My Toni is a model P90 - that is, 14” tall (the smallest Toni; the dolls also came in several larger sizes.) She has blue sleep-eyes lined with a fringe of upper lashes and painted lower lashes, a slightly pouty red mouth, a jointed body, and a platinum wig glued to her skull. Sadly, one of her hard plastic pinkies has broken off, but she is otherwise in pretty good shape. She was manufactured by the Ideal Toy Company sometime between 1949 and 1953, so I couldn’t have been more than ten when she and I began our long journey together, and more likely closer to six. I suppose I should display her on a stand and try to protect her from further damage, but my granddaughter loves to play with her and I love watching my granddaughter at play, so Toni’s fate is to lead the rough-and-tumble life of a child’s toy and not the pampered retirement of a collectible gathering dust on a shelf.

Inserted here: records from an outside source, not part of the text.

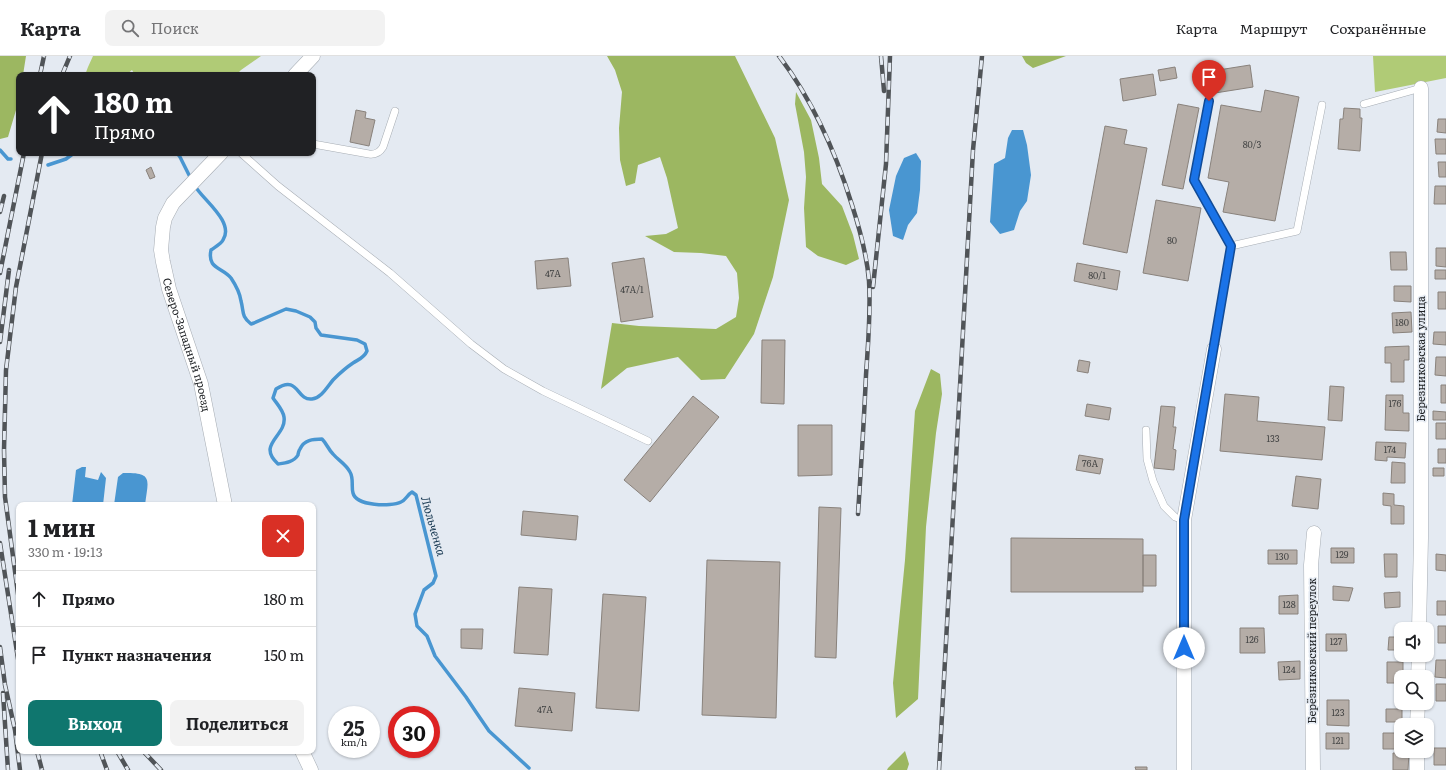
<!DOCTYPE html>
<html lang="ru">
<head>
<meta charset="utf-8">
<style>
	:root { --surface:#fff; --page:#f2f2f2; --text:#202124; --muted:#757577; --line:#e0e0e0; --accent:#0f766e }
	body { margin:0; font-family:Literata,serif; background:var(--page); color:var(--text); height:100vh; display:flex; flex-direction:column; font-size:15px; white-space:nowrap }
	* { box-sizing:border-box; margin:0 }
	p { font-size:13px; color:var(--muted) }
	.icon { flex:none; width:22px; height:22px; fill:none; stroke:currentColor; stroke-width:2; stroke-linecap:round; stroke-linejoin:round }
	.map { position:relative; flex:1; overflow:hidden }
	.sheet { position:absolute; left:16px; top:446px; width:300px; height:252px; display:flex; flex-direction:column; background:var(--surface); border-radius:8px; box-shadow:0 1px 3px #0004 }
	.sheet>* { flex:none }
	.guide { position:absolute; left:16px; top:16px; width:300px; height:84px; border-radius:8px; box-shadow:0 1px 3px #0004; background:#202124; color:#fff; overflow:hidden }
	.controls { position:absolute; left:1394px; top:566px; display:grid; gap:8px }
	.controls a { display:grid; place-items:center; width:40px; height:40px; border-radius:8px; background:var(--surface); box-shadow:0 1px 3px #0004; font-size:20px }
	.speed { position:absolute; left:328px; top:650px; display:flex; gap:8px; font-size:20px; font-weight:700; text-align:center }
	.speed>* { display:grid; place-content:center; width:52px; height:52px; border-radius:50%; background:var(--surface); box-shadow:0 1px 3px #0004; line-height:1 }
	.speed small { font-size:10px; font-weight:400 }
	.speed .limit { border:6px solid #d22; background:#fff; color:#111 }
	.pin { position:absolute; display:grid; place-items:center; width:34px; height:34px; color:#fff; margin:-41px -17px; border-radius:50% 50% 50% 0; rotate:-45deg; box-shadow:0 0 4px #0007 }
	.pin .icon { rotate:45deg }
	.me { position:absolute; width:44px; margin:-22px; rotate:0deg; stroke-linejoin:round; filter:drop-shadow(0 0 3px #0008) }
	.turn { display:flex; align-items:center; gap:14px; height:84px; padding:0 12px; font-size:18px }
	.turn .icon { width:52px; height:52px; stroke-width:2.5 }
	.turn b { display:block; font-size:28px; line-height:34px }
	.round { display:grid; place-items:center; flex:none; width:42px; height:42px; border-radius:8px; background:var(--page) }
	.summary { display:flex; align-items:center; justify-content:space-between; height:68px; padding:0 12px }
	h1 { font-size:24px; font-weight:700; line-height:30px }
	.action { display:flex; gap:8px; margin-top:auto; padding:8px 12px }
	.action a { flex:1; height:46px; border-radius:8px; background:var(--accent); color:#fff; font-size:16px; font-weight:700; line-height:46px; text-align:center }
	.action a+a { background:var(--page); color:var(--text) }
	ul { padding:0; list-style:none }
	li { display:flex; align-items:center; gap:12px; height:56px; padding:0 12px; border-top:1px solid var(--line) }
	li div { flex:1 }
	li b { display:block; font-size:15px }
	li em { font-style:normal }
	header { display:flex; align-items:center; gap:24px; box-sizing:border-box; height:56px; padding:0 20px; background:var(--surface); border-bottom:1px solid var(--line) }
	header strong { font-size:19px }
	nav { display:flex; gap:22px; margin-inline-start:auto; font-size:14px }
	.search { width:280px; height:36px; background:var(--page); display:flex; align-items:center; gap:10px; box-sizing:border-box; padding:0 14px; border-radius:8px; color:var(--muted); font-size:15px }
	.map>svg:first-child { display:block }
</style>
</head>
<body>
<header>
<strong>Карта</strong>
<div class="search"><svg class="icon" aria-label="search" viewBox="0 0 24 24"><circle cx="10" cy="10" r="6"/><path d="M15 15l6 6"/></svg>Поиск</div>
<nav><a>Карта</a><a>Маршрут</a><a>Сохранённые</a></nav>
</header>
<div class="map">
<svg width="1446" height="714" viewBox="0 0 1446 714">
	<rect width="100%" height="100%" fill="#e4eaf2"/>
	<path fill="#b0cb76" d="M93 0H261L241 14 236 19H135L132 14 126 19H85L88 11Z
		M1373 0H1446V22L1375 36Z"/>
	<path fill="#9cb761" d="M0 0H26L23 19H19V44L8 81 0 83Z
		M607 0H735L775 82 789 144 773 221 754 278 725 323 701 324 678 301 627 312 601 333 612 267 639 270 716 273 736 261 739 242 737 217 726 200 701 197 674 196 645 180 666 178 678 172 667 122 660 101 638 109 635 127 626 130 620 104 619 72 622 36 615 14Z
		M1022 0H1066L1033 12 1026 7Z
		M796 36 811 64 819 102 822 128 842 150 853 179 859 203 846 209 818 200 806 191 804 152 806 121 804 96 795 48Z
		M931 313 940 318 942 338 936 377 926 471 918 643 896 662 893 627 905 504 915 355Z
		M905 695 909 708 907 714H887L888 712Z"/>
	<path fill="#4996d1" d="M1012 74H1023L1027 89 1031 119 1027 145 1020 155 1014 174 1000 178 990 166 994 108 1005 102 1008 82Z
		M916 97 921 105 920 134 917 157 908 169 903 184 893 180 889 154 896 120 904 102Z
		M82 411H86L85 421 98 424 101 416 106 422 103 449H72L76 414Z
		M123 417C154 416 148 424 145 449H114L118 421Z"/>
	<g fill="none" stroke-linecap="round" stroke-linejoin="round">
		<path stroke="#4996d1" stroke-width="3.5" d="M0 94 8 103H11
			M177 97 180 101 191 123
			M48 109 66 103 74 97
			M195 130C202 143 235 166 223 184 221 188 215 191 211 194 207 213 222 211 231 222 235 228 240 238 241 245 244 256 241 260 251 268L254 267 286 253 296 255 310 261 315 266 316 272 321 279 357 284 365 288 367 295C364 302 359 303 353 307 347 311 340 317 334 323 328 329 322 342 312 343 296 345 299 318 276 333L273 342C277 348 283 354 284 361 287 380 256 388 278 408 285 407 294 406 298 399 298 398 299 394 300 393 304 384 313 383 322 383 327 388 328 393 333 398 338 404 346 408 350 416 354 423 351 430 353 437 356 450 391 451 401 446 406 444 407 439 412 436L416 439 436 520 433 527 424 534 415 558 417 570 427 580 435 600 466 641 476 656 489 675 529 712"/>
	</g>
	<path fill="#b5ada7" stroke="#89827c" d="M1250 9 1253 31 1215 37 1212 15Z
		M1175 11 1177 22 1160 25 1158 14Z
		M1153 18 1156 39 1123 45 1120 23Z
		M1265 34 1299 41 1275 165 1223 156 1229 126 1208 122 1221 49 1261 56Z
		M1178 48 1199 52 1183 133 1162 129Z
		M1344 52 1360 53V62H1362L1360 95 1338 93 1340 63H1343Z
		M356 54 366 56 365 62 375 64 369 90 350 86Z
		M1438 63H1446V77L1437 76Z
		M1105 70 1127 74 1124 88 1147 92 1127 197 1083 188Z
		M1435 83H1446V98H1436Z
		M1438 106H1446V121H1439Z
		M151 111 155 121 150 123 146 114Z
		M1435 130H1446V148H1434Z
		M1156 144 1201 152 1188 225 1143 217Z
		M1436 192H1446V211L1436 210Z
		M1390 196H1406L1407 214H1391Z
		M568 202 571 230 537 233 535 205Z
		M644 202 653 261 621 266 612 207Z
		M1077 207 1120 215 1117 234 1074 225Z
		M1435 214H1446V223H1435Z
		M1394 230H1411V246L1394 245Z
		M1438 236H1446V253H1438Z
		M1411 256 1412 276 1393 277 1392 257Z
		M1434 276H1446V289L1433 288Z
		M762 284H785L784 348 761 347Z
		M1409 290V304H1404V326H1391V307H1385V291Z
		M1436 301H1446V320L1435 319Z
		M1079 304 1090 306 1088 317 1077 315Z
		M1441 329H1446V347H1441Z
		M1330 330 1344 331 1342 365 1328 364Z
		M1225 338 1259 341 1257 365 1325 371 1322 404 1220 395Z
		M1386 339H1403V357H1409V375L1385 374Z
		M693 340 719 361 650 446 624 424Z
		M1087 348 1111 352 1109 364 1085 360Z
		M1161 350 1175 351 1173 371H1176L1173 393 1176 394 1174 414 1154 412Z
		M1433 355 1446 356V364H1433Z
		M1436 367H1446V383H1436Z
		M798 369H832V419L798 420Z
		M1376 386 1406 387 1405 402 1387 401V405L1375 404Z
		M1438 393H1446V407H1438Z
		M1079 399 1103 403 1100 418 1076 414Z
		M1392 406 1405 407V427H1391Z
		M1433 412H1444V420H1433Z
		M1296 420 1321 423 1318 453 1292 450Z
		M1383 437 1394 438V449L1404 450V468H1391V450L1383 449Z
		M819 451 841 452 836 602 815 601Z
		M523 455 578 460 576 484 521 479Z
		M1011 482 1143 483V536H1011Z
		M1331 492H1354V507H1331Z
		M1268 494H1297V508H1268Z
		M1384 498H1397V521H1385Z
		M1436 498 1446 499V515L1436 514Z
		M1143 499H1156V530H1143Z
		M707 504 780 506 776 662 702 659Z
		M1333 530 1353 532 1349 545 1333 544Z
		M519 531 552 533 548 599 514 597Z
		M1400 536V551L1385 552 1384 537Z
		M603 538 646 541 639 655 596 652Z
		M1298 539V558H1279V540Z
		M1437 545H1446V559H1437Z
		M1438 570H1446V587H1438Z
		M1240 572H1264L1265 597H1240Z
		M461 573H483L482 593 461 592Z
		M1326 578H1346L1347 595H1326Z
		M1389 581H1401V594H1388Z
		M1436 604H1446V622L1435 621Z
		M1300 605V623L1279 624 1278 606Z
		M1387 606H1403V621H1401V627H1387Z
		M1436 628H1446V645H1436Z
		M519 632 575 637 572 675 515 670Z
		M1327 644H1349V670L1327 669Z
		M1386 653H1402V666H1386Z
		M1326 677H1349V693H1326Z
		M1383 677H1401V693H1383Z
		M1434 692H1446V709H1434Z
		M1393 697H1409L1408 714H1393Z
		M1135 711H1147V714H1136Z"/>
	<g fill="none" stroke-linecap="round" stroke-linejoin="round">
		<defs>
			<path id="service" d="M1209 45 1194 124 1231 190 1214 293
				M1364 48 1421 32
				M313 88 369 98C376 99 380 96 383 91L395 55
				M241 97 278 130 390 217 471 288 504 313 543 335 648 385
				M1231 190 1297 175 1322 49
				M1146 374 1147 403 1153 425 1164 450 1175 461 1184 464"/>
			<g id="minor">
				<path d="M295 19 313 0"/>
				<path id="s1" d="M221 97 173 147 165 162 163 171 161 194 163 206 169 233 201 328 225 449"/>
				<path d="M1419 573 1421 482V32"/>
				<path d="M1418 621 1419 599"/>
				<path d="M1417 669 1418 647"/>
				<path d="M302 695 311 714"/>
				<path d="M1184 714V464L1214 293"/>
				<path d="M1313 714 1311 509 1314 477"/>
				<path d="M1417 714V695"/>
			</g>
		</defs>
		<use href="#service" stroke="#a7adb4" stroke-width="8"/>
		<use href="#minor" stroke="#a7adb4" stroke-width="15"/>
		<use href="#service" stroke="#fff" stroke-width="7"/>
		<use href="#minor" stroke="#fff" stroke-width="14"/>
		<defs>
			<path id="rail" d="M779 0C813 45 835 94 852 149 860 174 867 199 869 225 871 256 868 288 866 319 864 365 861 412 858 458
				M881 0 884 35
				M40 19 44 0
				M62 19 70 0
				M0 156 4 140
				M0 217 24 97
				M873 231 886 108 890 0
				M0 286 9 214
				M0 487 19 609
				M19 545 5 441 4 394 6 314 16 231 42 97
				M0 591 5 629 15 674 20 714
				M3 637 8 714
				M37 695 42 714
				M100 695 107 714
				M117 695 128 714
				M143 695 161 714
				M939 714 968 184 973 94 982 0"/>
		</defs>
		<use href="#rail" stroke="#505458" stroke-width="4.5"/>
		<use href="#rail" stroke="#e4eaf2" stroke-width="3" stroke-dasharray="9" stroke-linecap="butt"/>
	</g>
	<g fill="none" stroke-linecap="round" stroke-linejoin="round">
		<defs>
			<path id="route" d="M1184 592V464L1231 190 1194 124 1209 45"/>
		</defs>
		<use href="#route" stroke="#114b97" stroke-width="10"/>
		<use href="#route" stroke="#1a73e8" stroke-width="7"/>
	</g>
	<g text-anchor="middle" stroke-width="3" stroke-linejoin="round" paint-order="stroke">
		<g font-size="9" fill="#454646">
			<text x="1252" y="92">80/3</text>
			<text x="1172" y="188">80</text>
			<text x="553" y="221">47А</text>
			<text x="1097" y="223">80/1</text>
			<text x="632" y="237">47А/1</text>
			<text x="1402" y="270">180</text>
			<text x="1395" y="351">176</text>
			<text x="1273" y="386">133</text>
			<text x="1390" y="397">174</text>
			<text x="1090" y="411">76А</text>
			<text x="1342" y="502">129</text>
			<text x="1282" y="504">130</text>
			<text x="1289" y="552">128</text>
			<text x="1252" y="587">126</text>
			<text x="1336" y="589">127</text>
			<text x="1289" y="617">124</text>
			<text x="545" y="657">47А</text>
			<text x="1338" y="660">123</text>
			<text x="1338" y="688">121</text>
		</g>
		<g font-size="11" fill="#202326" stroke="#e4eaf2">
			<text dy="4" stroke="none"><textPath href="#s1" startOffset="217">Северо-Западный проезд</textPath></text>
			<text transform="translate(1421 303) rotate(-90)" y="4">Березниковская улица</text>
			<text transform="translate(1312 595) rotate(-90)" y="4">Берёзниковский переулок</text>
		</g>
		<g font-size="12" font-style="italic" fill="#1b3b54" stroke="#e4eaf2">
			<text transform="translate(433 470) rotate(74)" y="4">Люльченка</text>
		</g>
	</g>
</svg>
<div class="controls">
<a><svg class="icon" aria-label="sound" viewBox="0 0 24 24"><path d="M4 9h4l5-4v14l-5-4H4zM17 9q2 3 0 6"/></svg></a>
<a><svg class="icon" aria-label="search" viewBox="0 0 24 24"><circle cx="10" cy="10" r="6"/><path d="M15 15l6 6"/></svg></a>
<a><svg class="icon" aria-label="layers" viewBox="0 0 24 24"><path d="M12 4l9 5-9 5-9-5zM3 14l9 5 9-5"/></svg></a>
</div>
<div class="speed"><div>25<small>km/h</small></div><div class="limit">30</div></div>
<div class="pin" style="left:1209px;top:45px;background:#d93025"><svg class="icon" aria-label="arrive" viewBox="0 0 24 24"><path d="M6 21V4h12l-3 4 3 4H6"/></svg></div>
<svg class="me" style="left:1184px;top:592px" viewBox="-20 -20 40 40"><circle r="19" fill="#fff"/><path d="M0-13L10 11 0 6-10 11z" fill="#1a73e8"/></svg>
<div class="guide">
<div class="turn"><svg class="icon" aria-label="ahead" viewBox="0 0 24 24"><path d="M12 20V5M6 11l6-6 6 6"/></svg><div><b>180 m</b>Прямо</div></div>
</div>
<section class="sheet">
<div class="summary"><div><h1>1 мин</h1><p>330 m · 19:13</p></div><a class="round" style="background:#d93025;color:#fff"><svg class="icon" aria-label="close" viewBox="0 0 24 24"><path d="M6 6l12 12M18 6L6 18"/></svg></a></div>
<ul>
<li><svg class="icon" aria-label="ahead" viewBox="0 0 24 24"><path d="M12 20V5M6 11l6-6 6 6"/></svg><div><b>Прямо</b></div><em>180 m</em></li>
<li><svg class="icon" aria-label="arrive" viewBox="0 0 24 24"><path d="M6 21V4h12l-3 4 3 4H6"/></svg><div><b>Пункт назначения</b></div><em>150 m</em></li>
</ul>
<div class="action"><a>Выход</a><a>Поделиться</a></div>
</section>
</div>
</body>
</html>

In addition to Toni herself, I have a whole wardrobe of clothes made by my mother using patterns from Butterick or McCall’s and material left over from clothes she made for us on her trusty old Kenmore electric home sewing machine (which I also still have, along with a set of bobbins and a box of lethal-looking attachments for ruffling, zigzagging, buttonholing, etc.). In fact, for a long time I had two of each outfit, one for Toni and one for her red-haired sister Nancy Lee, a slightly larger Arranbee doll with which I foolishly parted with when her arms and legs came off, not knowing at the time how easy it would have been for any “doll doctor” to reattach them. I no longer have Toni's original outfit, detracting from any value she might retain as a collectible, but the ones my mother made for me are far more precious.
In the past women had styled their hair with curling irons and, well, just plain irons, which all too often left their homes reeking of scorched hair. So the development of the permanent wave in the early twentieth century was embraced by many women, especially after the less elaborate cold wave was invented in 1938. But even though the alarming Rube Goldberg machines and strong heat of the old-style perms were no longer needed, the cold wave process still involved serious chemical changes to the protein structure of the hair and required six to eight hours in a salon.
The home permanent, pioneered by the Toni Home Permanent Company of Forest Lake, Minnesota, was thus a breakthrough product, offering a cheaper alternative to the salon perm and bringing hair styling back home again. It also made beauty a social occasion, with Toni parties becoming popular among both teenagers and adults.
Long hair and heavy machinery don't mix, and the employment of women in factories during World War II led to a call for shorter hairstyles. (The sultry actress Veronica Lake cut off her "peekaboo" locks to help promote workplace safety, and although her career suffered as a result, her sacrifice led to a measurable decline in industrial accidents.) The home perm was well adapted to these new styles and helped prolong a preference for soft waves or curls, often swept away from the face or paired with bangs.
Sleeker straighter hairstyles did not become fashionable till the 1960s, popularized by activists like Joan Baez, and my poor sister, who had the most adorable straight hair and bangs, was subjected in the name of beauty to a series of Tonettes, a Toni home perm intended especially for little girls. My own hair, on the other hand, was too curly. I desperately wanted to let it grow long, but my soft-hearted mother couldn’t bear the anguished tears produced by combing out my sausage curls and repeatedly dragged me off to a beauty parlor for a cringe-worthy do called the “cap cut.”